Ci sono patologie lievi, suppongo. Si vive leggermente scollati dalla realtà, si cerca di ritrovare un contatto attraverso la parola, può essere? Magari è una fase, un momento difficile della vita. Magari si prendono delle medicine che creano un certo equilibrio, solo che brandelli di mente si incaponiscono, si ribellano e sfuggono comunque.

«Il tetto verde, davvero un bel verde, ma le finestre non sono verdi, no, quelle no, ti ricordi? Perché non parli? Non parli? Non vuole parlare. Non parla. Ma le finestre non sono verdi, no, no, quelle no… invece sì, quando si chiudono diventano verdi, sì, sì, diventano verdi… Dobbiamo chiudere le finestre? Non lo so, tu lo sai? Così le finestre diventano verdi…»

Di nuovo un impercettibile movimento del capo per sbirciare il suo viso.
Sorride, sta sorridendo, sembra felice, guarda lontano nel paesaggio liquido al di là del finestrino, e sorride. Un’improvvisa tenerezza.
Riprende subito, con lo stesso tono di voce, solo che ora cavalca le parole.
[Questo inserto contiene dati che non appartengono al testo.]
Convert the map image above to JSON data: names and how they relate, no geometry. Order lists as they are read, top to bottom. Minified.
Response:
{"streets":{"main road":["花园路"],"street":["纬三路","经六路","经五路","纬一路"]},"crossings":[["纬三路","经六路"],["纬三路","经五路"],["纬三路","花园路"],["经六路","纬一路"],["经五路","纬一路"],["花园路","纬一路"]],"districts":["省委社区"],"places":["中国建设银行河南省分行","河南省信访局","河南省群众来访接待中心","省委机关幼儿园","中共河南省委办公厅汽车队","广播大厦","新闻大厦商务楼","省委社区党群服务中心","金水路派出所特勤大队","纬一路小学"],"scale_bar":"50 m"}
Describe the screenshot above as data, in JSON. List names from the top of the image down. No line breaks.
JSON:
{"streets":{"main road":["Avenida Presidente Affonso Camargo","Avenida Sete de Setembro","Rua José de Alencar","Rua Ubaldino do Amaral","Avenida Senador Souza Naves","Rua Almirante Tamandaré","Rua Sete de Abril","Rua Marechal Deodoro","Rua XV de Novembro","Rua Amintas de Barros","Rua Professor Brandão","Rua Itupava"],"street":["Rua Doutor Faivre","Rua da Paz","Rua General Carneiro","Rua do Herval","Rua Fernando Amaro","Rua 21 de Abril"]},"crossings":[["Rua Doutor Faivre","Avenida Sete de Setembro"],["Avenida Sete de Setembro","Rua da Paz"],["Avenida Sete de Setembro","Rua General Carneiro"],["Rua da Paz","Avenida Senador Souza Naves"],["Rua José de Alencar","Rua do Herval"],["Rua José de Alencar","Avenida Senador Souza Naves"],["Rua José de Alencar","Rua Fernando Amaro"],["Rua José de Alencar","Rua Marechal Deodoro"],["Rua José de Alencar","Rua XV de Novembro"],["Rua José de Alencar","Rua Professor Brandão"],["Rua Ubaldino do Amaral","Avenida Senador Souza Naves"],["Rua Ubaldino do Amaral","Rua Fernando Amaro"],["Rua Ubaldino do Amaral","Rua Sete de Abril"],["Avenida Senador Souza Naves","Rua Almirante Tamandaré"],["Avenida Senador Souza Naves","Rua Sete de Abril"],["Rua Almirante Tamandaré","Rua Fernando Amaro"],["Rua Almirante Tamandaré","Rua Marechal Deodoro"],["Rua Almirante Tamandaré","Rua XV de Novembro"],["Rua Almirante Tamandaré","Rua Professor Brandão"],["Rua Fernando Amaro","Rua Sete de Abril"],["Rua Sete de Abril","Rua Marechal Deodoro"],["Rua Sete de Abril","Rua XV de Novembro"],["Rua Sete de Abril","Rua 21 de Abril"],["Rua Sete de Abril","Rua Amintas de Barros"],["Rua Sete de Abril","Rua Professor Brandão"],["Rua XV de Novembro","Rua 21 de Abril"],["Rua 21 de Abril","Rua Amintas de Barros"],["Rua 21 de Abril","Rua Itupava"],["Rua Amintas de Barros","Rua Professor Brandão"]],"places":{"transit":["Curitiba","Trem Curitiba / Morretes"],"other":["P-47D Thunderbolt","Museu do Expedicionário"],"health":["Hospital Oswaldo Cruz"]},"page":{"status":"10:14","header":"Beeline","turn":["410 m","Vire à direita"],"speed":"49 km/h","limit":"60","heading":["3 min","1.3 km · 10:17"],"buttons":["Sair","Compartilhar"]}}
«Davvero un bel verde, quando si chiudono diventano verdi, quando si chiudono… quando si chiudono… quando si chiudono è buio, ma poi è mattina, la mattina non è la montagna, no, no, la mattina non è la montagna, la mattina è il mare, sì, il mare, l’acqua, senti l’acqua, senti il mare? Dobbiamo entrare nel mare? No, vedi il mare? Lo sai il mare? Lo sai l’albero? No, non lo sai. Senti il mare? No, non lo senti…»

La cavalcata si spegne di colpo collassando sull’ultima frase: non lo senti.
Collassa, sembra sul punto di spezzarsi, poi riannoda miracolosamente un filo.

«Il mare è verde».

Un sorriso lontano.

«Il mare è verde, davvero un bel verde».

Parole lente, che a quel punto mai potrei sporcare con un commento qualsiasi per riacciuffarlo, per non lasciarlo precipitare nel crepaccio aperto tra due realtà che gli franano addosso, trascinando con sé detriti di ogni genere.

«Senti che il mare è verde? No, non lo senti. Non senti l’albero verde? Davvero un bel verde… Non senti il tetto verde? Non senti le finestre chiuse verdi? Non senti il mare verde? No. Non ricorda, non vede, non parla, non sente…»

Mi manca il respiro.

«Davvero un bel verde, signorina».

Mi guarda. Si alza. E scende alla stazione.